What airlines are doing is accelerating the retirement of older aircraft.
“We anticipate hundreds of additional older aircraft will be retired in the coming months,” Udvar-Házy said. “If you look at the global fleet over the last 20 years, age has steadily declined given the number of new aircraft deliveries. However, before global events like 9/11, the financial crisis and now COVID, the number of aircraft over the age of 15 had increased. This occurred because airlines were responding to growing levels of passenger traffic demand and were operating aircraft that in other instances would have been already replaced. After these types of global events, the industry has seen what the airlines are doing right now, which is right-sizing their fleet and retiring those aircraft that are no longer economical or they’re less efficient, in effect, cleaning the house.”
Udvar-Házy said air travel will eventually recover, and lessors will help airlines be upright when it does.
“There’s no question that the lessors will have a very constructive part in rebuilding the airlines so they can reach breakeven,” he said.
Nevertheless, lessors are facing headwinds on both the customer and asset sides of their business. Airlines’ capacity cuts are reducing demand for aircraft, which is in turn impacting lease rates and aircraft values.
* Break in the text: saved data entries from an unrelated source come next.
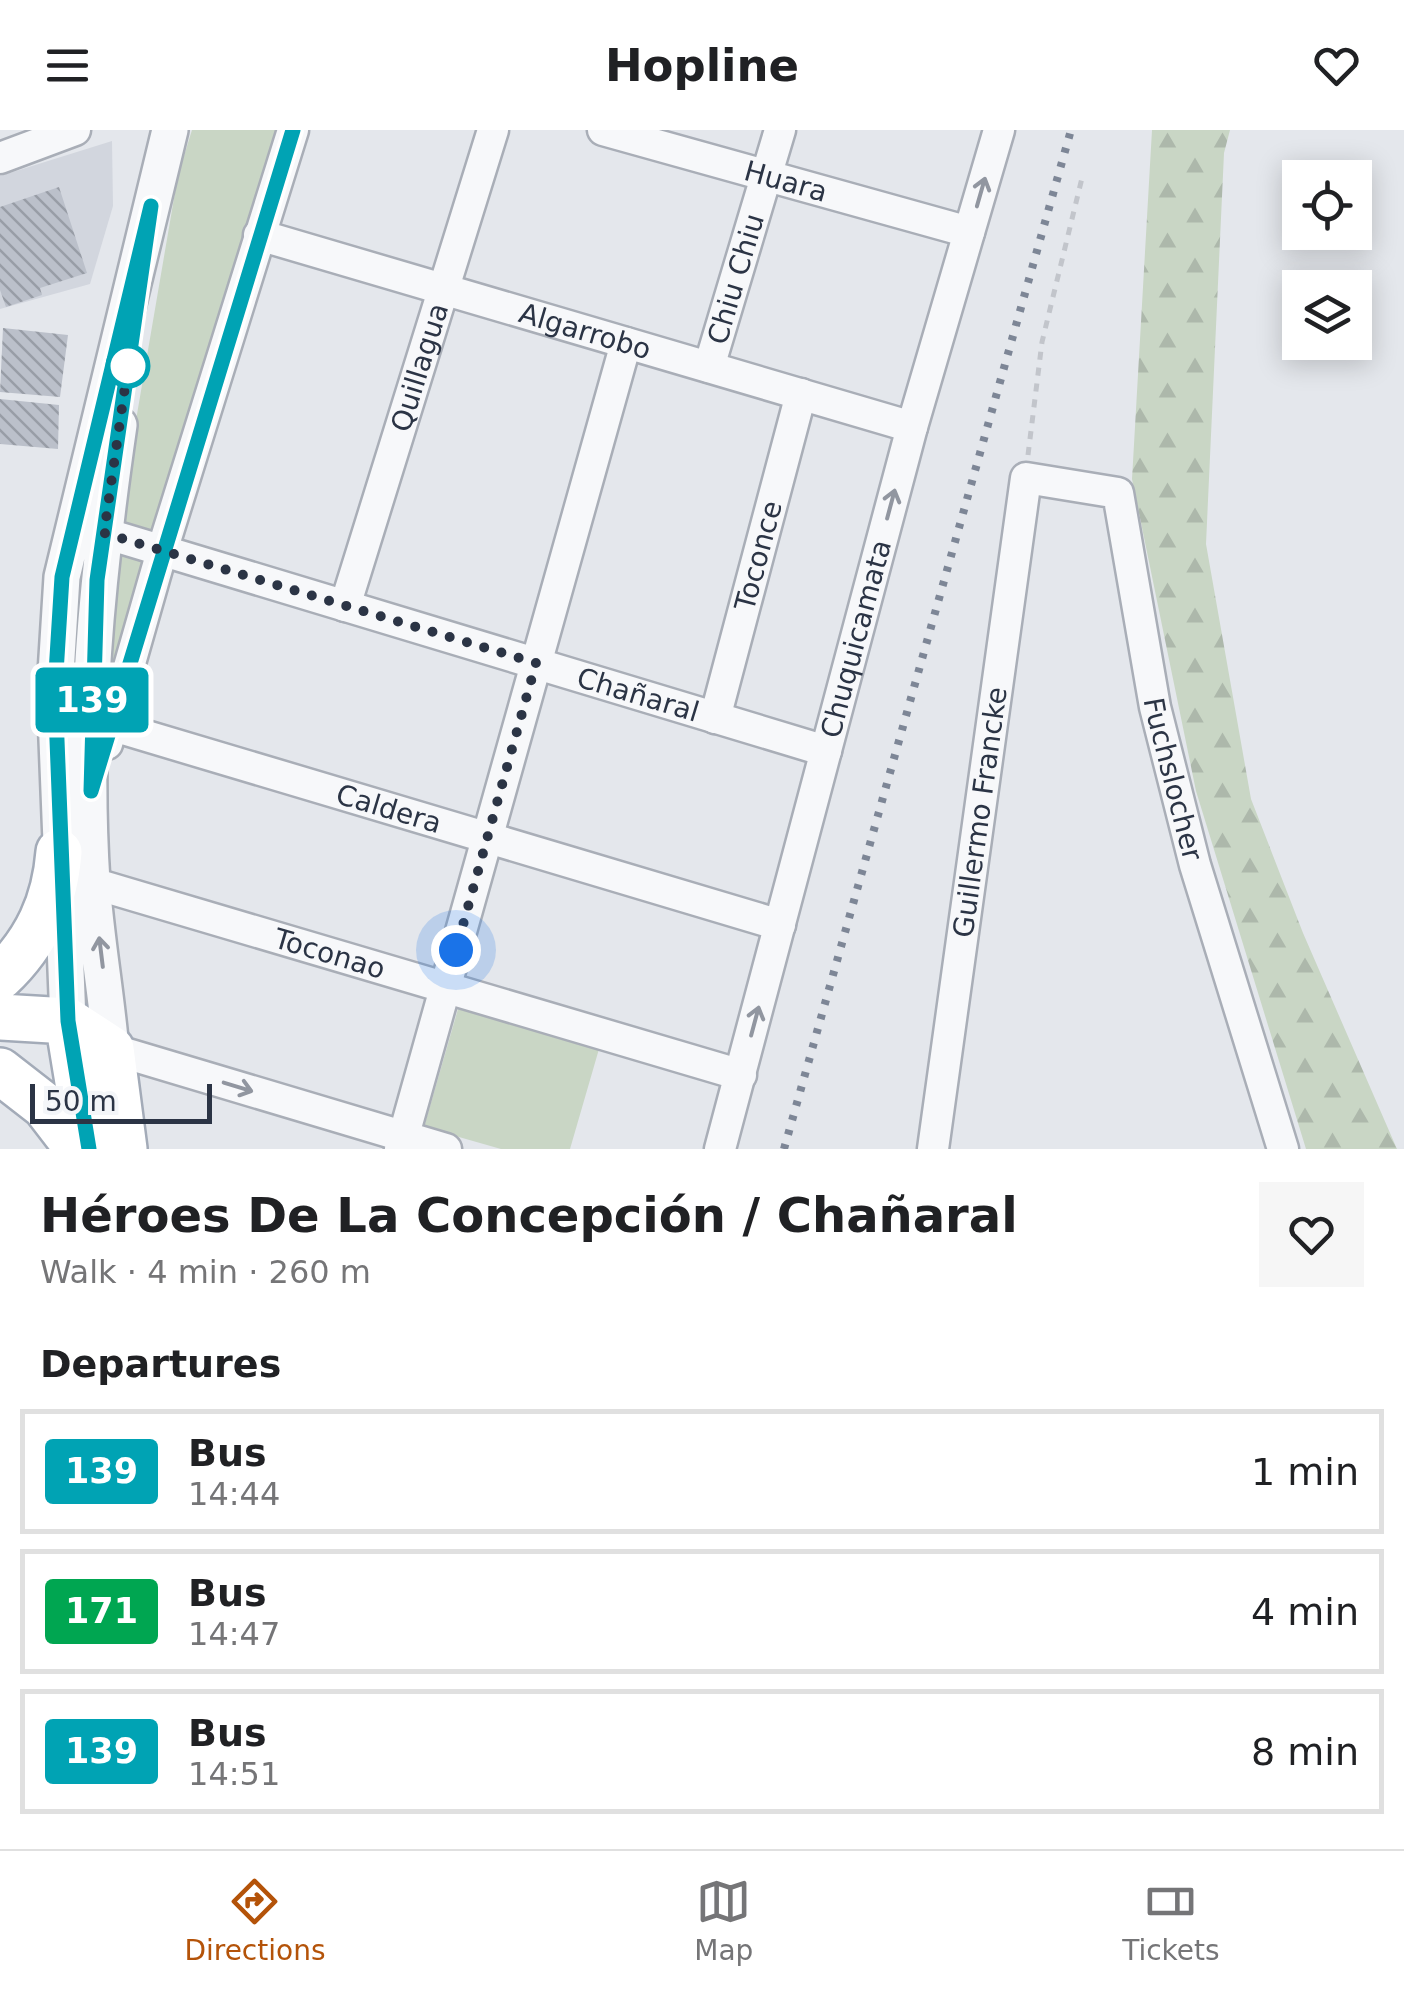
<!DOCTYPE html>
<html lang="en">
<head>
<meta charset="utf-8">
<style>
  :root { --surface:#fff; --page:#f6f6f6; --text:#202124; --muted:#757577; --line:#e0e0e0; --accent:#b45309 }
  body { margin:0; font-family:"DejaVu Sans",sans-serif; background:var(--page); color:var(--text); height:100vh; display:flex; flex-direction:column; font-size:38px; white-space:nowrap }
  * { box-sizing:border-box; margin:0 }
  p { font-size:32px; color:var(--muted) }
  .icon { flex:none; width:55px; height:55px; fill:none; stroke:currentColor; stroke-width:2; stroke-linecap:round; stroke-linejoin:round }
  .map { position:relative; height:1019px; overflow:hidden }
  .sheet { display:flex; flex-direction:column; background:var(--surface); flex:1 }
  .sheet>* { flex:none }
  .badge { padding:0 20px; border-radius:8px; font-size:35px; line-height:65px }
  .tools { position:absolute; left:1282px; top:30px; display:grid; gap:20px }
  .tools a { display:grid; place-items:center; width:90px; height:90px; border-radius:0px; background:var(--surface); box-shadow:0 5px 25px #0003; font-size:50px }
  .scale { position:absolute; left:30px; bottom:25px; width:182px; box-sizing:border-box; padding-left:10px; border:5px solid #2b3445; border-top:0; font-size:28px; line-height:35px; white-space:nowrap; color:#2b3445; -webkit-text-stroke:8px #f4f6f9; paint-order:stroke }
  .you { position:absolute; width:50px; height:50px; margin:-25px; border:8px solid #fff; border-radius:50%; background:#1a73e8; box-shadow:0 0 0 15px #1a73e833 }
  .map>.badge { position:absolute; translate:-50% -50%; box-shadow:0 0 0 5px #fff }
  h2 { padding:0 40px; font-size:38px; line-height:90px }
  .round { display:grid; place-items:center; flex:none; width:105px; height:105px; border-radius:0px; background:var(--page) }
  .head { display:flex; align-items:center; justify-content:space-between; height:170px; padding:0 40px }
  h1 { font-size:48px; font-weight:700; line-height:75px }
  ul { padding:0; list-style:none }
  li { display:flex; align-items:center; gap:30px; height:125px; margin:0 20px 15px; padding:0 20px; border:5px solid var(--line); border-radius:0px }
  li div { flex:1 }
  li b { display:block; font-size:38px }
  li em { font-style:normal }
  li .badge { min-width:110px; font-weight:700; text-align:center }
  header { display:flex; justify-content:space-between; align-items:center; height:130px; padding:0 40px; background:var(--surface); font-size:45px; font-weight:700 }
  .tab-bar { display:flex; justify-content:space-around; align-items:center; height:140px; border-top:2px solid var(--line); background:var(--surface); font-size:28px; color:var(--muted) }
  .tab-bar a { display:grid; justify-items:center; gap:5px }
  .tab-bar .selected { color:var(--accent) }
  .map>svg:first-child { display:block }
</style>
</head>
<body>
<header><svg class="icon" aria-label="menu" viewBox="0 0 24 24"><path d="M4 6h16M4 12h16M4 18h16"/></svg>Hopline<svg class="icon" aria-label="heart" viewBox="0 0 24 24"><path d="M12 20l-8-8c-3-5 5-10 8-4 3-6 11-1 8 4z"/></svg></header>
<div class="map">
<svg width="1404" height="1019" viewBox="0 0 1404 1019">
  <defs>
    <pattern id="forest-firs" width="22" height="20" patternUnits="userSpaceOnUse" patternTransform="scale(2.5)"><rect width="22" height="20" fill="#c9d6c5"/><path d="M5 1l3.5 6h-7zM16 11l3.5 6h-7z" fill="#adb8ab"/></pattern>
    <pattern id="building-back-hatch" width="6" height="6" patternUnits="userSpaceOnUse" patternTransform="scale(2.5)"><rect width="6" height="6" fill="#bbc0ca"/><path d="M-1 5l2 2M0 0l6 6M5-1l2 2" fill="none" stroke="#989da6"/></pattern>
  </defs>
  <rect width="100%" height="100%" fill="#e4e7ec"/>
  <!-- built -->
  <path fill="#d2d6de" d="M112 11 113 76 90 154 0 179V46Z"/>
  <!-- green -->
  <path fill="#c9d6c5" d="M192 0H279L109 554 111 436 178 45Z
    M458 879 599 919 570 1019H501L424 997Z"/>
  <!-- forest -->
  <path fill="url(#forest-firs)" d="M1152 0H1230L1224 23 1206 414 1251 669 1303 803 1397 1019H1306L1196 661 1132 349Z"/>
  <!-- building -->
  <path fill="url(#building-back-hatch)" d="M59 57 87 143 40 158 42 165 6 177 0 160V77Z
    M3 198 68 205 60 267 0 262Z
    M0 269 59 275 58 319 0 314Z"/>
  <g fill="none" stroke-linecap="round" stroke-linejoin="round">
    <!-- minor casing -->
    <g stroke="#a9aeb7" stroke-width="35">
      <g id="minor">
        <path id="s1" d="M603 0 969 102"/>
        <path d="M0 28 75 0"/>
        <path id="s2" d="M259 105 912 297"/>
        <path id="s3" d="M709 237 780 0"/>
        <path id="s4" d="M104 403 826 621"/>
        <path id="s5" d="M345 476 493 0"/>
        <path id="s6" d="M715 588 801 264"/>
        <path id="s7" d="M113 596 780 795"/>
        <path d="M107 614 162 421 293 0"/>
        <path id="s8" d="M92 753 741 945"/>
        <path d="M111 919 446 1019"/>
        <path d="M400 1019 626 213"/>
        <path id="s9" d="M720 1019 912 297 999 0"/>
        <path id="s10" d="M933 1019 1026 348 1118 363 1155 577 1195 735 1283 1019"/>
      </g>
    </g>
    <!-- tertiary casing -->
    <g stroke="#a9aeb7" stroke-width="40">
      <path id="tertiary" d="M68 891 55 559 62 447 170 0
        M111 919C106 863 96 808 92 752 82 599 97 446 119 295"/>
    </g>
    <!-- primary casing -->
    <g stroke="#a3abb8" stroke-width="50">
      <path id="primary" d="M0 847C37 812 55 772 59 722
        M0 887 68 891 111 919
        M68 891 89 1019
        M111 919 124 1019
        M0 941 45 976 78 1019"/>
    </g>
    <!-- path -->
    <path stroke="#c2c5cb" stroke-width="5" stroke-dasharray="8 8" stroke-linecap="butt" d="M1028 325 1042 212 1082 48"/>
    <!-- minor -->
    <use href="#minor" stroke="#f7f8fa" stroke-width="30"/>
    <!-- tertiary -->
    <use href="#tertiary" stroke="#f7f8fa" stroke-width="35"/>
    <!-- primary -->
    <use href="#primary" stroke="#fff" stroke-width="45"/>
    <!-- rail -->
    <path stroke="#7d8696" stroke-width="8" stroke-dasharray="5 10" stroke-linecap="butt" d="M784 1019 1071 0"/>
  </g>
  <!-- one-way arrows -->
  <defs><path id="oneway-shaft" d="M-6 0H5M1.5-3L5.5 0L1.5 3" fill="none" stroke-width="1.6" stroke-linecap="round" stroke-linejoin="round" transform="scale(2.5)"/></defs>
  <g stroke="#9196a0">
    <use href="#oneway-shaft" transform="translate(981 62) rotate(-74)"/>
    <use href="#oneway-shaft" transform="translate(891 374) rotate(-75)"/>
    <use href="#oneway-shaft" transform="translate(101 822) rotate(-97)"/>
    <use href="#oneway-shaft" transform="translate(755 891) rotate(-75)"/>
    <use href="#oneway-shaft" transform="translate(238 957) rotate(17)"/>
  </g>
  <g fill="none" stroke-linecap="round" stroke-linejoin="round">
    <!-- line casing -->
    <g stroke="#fff" stroke-width="22">
      <path id="line" d="M89 1019 68 891 55 559 62 447 151 76 97 450 91 661 293 0"/>
    </g>
    <!-- line -->
    <use href="#line" stroke="#00a3b4" stroke-width="15"/>
    <!-- walk -->
    <path stroke="#2b3445" stroke-width="10" stroke-dasharray="0 18" d="M128 236 130 222 104 403 536 533 456 820"/>
  </g>
  <!-- markers -->
  <circle fill="#fff" stroke="#00a3b4" stroke-width="5" cx="128" cy="236" r="20"/>
  <g text-anchor="middle" dominant-baseline="central" stroke-width="9" stroke-linejoin="round" paint-order="stroke">
    <!-- street labels -->
    <g font-size="28" fill="#2b3445" stroke="#f4f6f9">
      <text stroke="none"><textPath href="#s1" startOffset="190">Huara</textPath></text>
      <text stroke="none"><textPath href="#s3" startOffset="92">Chiu Chiu</textPath></text>
      <text stroke="none"><textPath href="#s2" startOffset="340">Algarrobo</textPath></text>
      <text stroke="none"><textPath href="#s5" startOffset="250">Quillagua</textPath></text>
      <text stroke="none"><textPath href="#s6" startOffset="168">Toconce</textPath></text>
      <text stroke="none"><textPath href="#s9" startOffset="528">Chuquicamata</textPath></text>
      <text stroke="none"><textPath href="#s4" startOffset="558">Chañaral</textPath></text>
      <text stroke="none"><textPath href="#s10" startOffset="1062">Fuchslocher</textPath></text>
      <text stroke="none"><textPath href="#s7" startOffset="288">Caldera</textPath></text>
      <text stroke="none"><textPath href="#s10" startOffset="340">Guillermo Francke</textPath></text>
      <text stroke="none"><textPath href="#s8" startOffset="248">Toconao</textPath></text>
    </g>
  </g>
</svg>
<div class="tools">
<a><svg class="icon" aria-label="locate" viewBox="0 0 24 24"><circle cx="12" cy="12" r="6"/><path d="M12 2v4M12 18v4M2 12h4M18 12h4"/></svg></a>
<a><svg class="icon" aria-label="layers" viewBox="0 0 24 24"><path d="M12 4l9 5-9 5-9-5zM3 14l9 5 9-5"/></svg></a>
</div>
<div class="scale">50 m</div>
<div class="you" style="left:456px;top:820px"></div>
<b class="badge" style="left:92px;top:570px;background:#00a3b4;color:#fff">139</b>
</div>
<section class="sheet">
<div class="head"><div><h1>Héroes De La Concepción / Chañaral</h1><p>Walk · 4 min · 260 m</p></div><a class="round"><svg class="icon" aria-label="heart" viewBox="0 0 24 24"><path d="M12 20l-8-8c-3-5 5-10 8-4 3-6 11-1 8 4z"/></svg></a></div>
<h2>Departures</h2>
<ul>
<li><span class="badge" style="background:#00a3b4;color:#fff">139</span><div><b>Bus</b><p>14:44</p></div><em>1 min</em></li>
<li><span class="badge" style="background:#00a651;color:#fff">171</span><div><b>Bus</b><p>14:47</p></div><em>4 min</em></li>
<li><span class="badge" style="background:#00a3b4;color:#fff">139</span><div><b>Bus</b><p>14:51</p></div><em>8 min</em></li>
</ul>
</section>
<nav class="tab-bar">
<a class="selected"><svg class="icon" aria-label="directions" viewBox="0 0 24 24"><path d="M12 3l9 9-9 9-9-9zM9 14v-3h6M13 9l2 2-2 2"/></svg>Directions</a>
<a><svg class="icon" aria-label="map" viewBox="0 0 24 24"><path d="M3 6l6-2 6 2 6-2v14l-6 2-6-2-6 2zM9 4v14M15 6v14"/></svg>Map</a>
<a><svg class="icon" aria-label="tickets" viewBox="0 0 24 24"><path d="M3 7h18v10H3zM15 7v10"/></svg>Tickets</a>
</nav>
</body>
</html>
“The fall in passenger demand caused by COVID-19 is driving a dramatic fall in new aircraft commitments, with lease starts down 57% on 2019 levels,” consultancy firm IBA said.
These aircraft, returning off lease with no onward placement, are creating “significant costs” for lessors, according to IBA. Oversupply is also pushing market values down as much as 40% for some aircraft, to “distressed levels,” compared with their base values in more stable times.
“Aircraft values are diverging at the greatest extent ever seen,” IBA said. “There is now a significant gap,” potentially creating an impairment issue for aircraft owners.
Edmond from Altair Advisory observed that lessors are “in a hole,” which they will need to dig themselves out of. “The ‘silly money’-based lessors in particular are in trouble, unless they can find investors to throw good silly money after bad,” he said.
Many lessors have large orderbooks of aircraft at pre-COVID prices and “increasing numbers of grounded aircraft which will never earn lease rentals again,” Edmond said. This could lead to asset sales to raise liquidity, or young-aircraft part-outs.
“Demand for parts will be down as well, so both the alternatives—keep flying or part out—have fallen in value,” Edmond added.
However, Edmond said this could be a good time for consolidation and restructuring, as weaker players are bought out, and—paradoxically—for new players to enter the market: “Not big new players necessarily, but niche players,” he said. “If I have funds and I can pick up a fleet of decent-but-out-of-favor aircraft for half nothing, and then lease them out, or lease them out on a power-by-the-hour basis so airlines don’t have to generate such high utilization to cover their costs, then I could have a quite nice post-COVID business, at least for a few years.”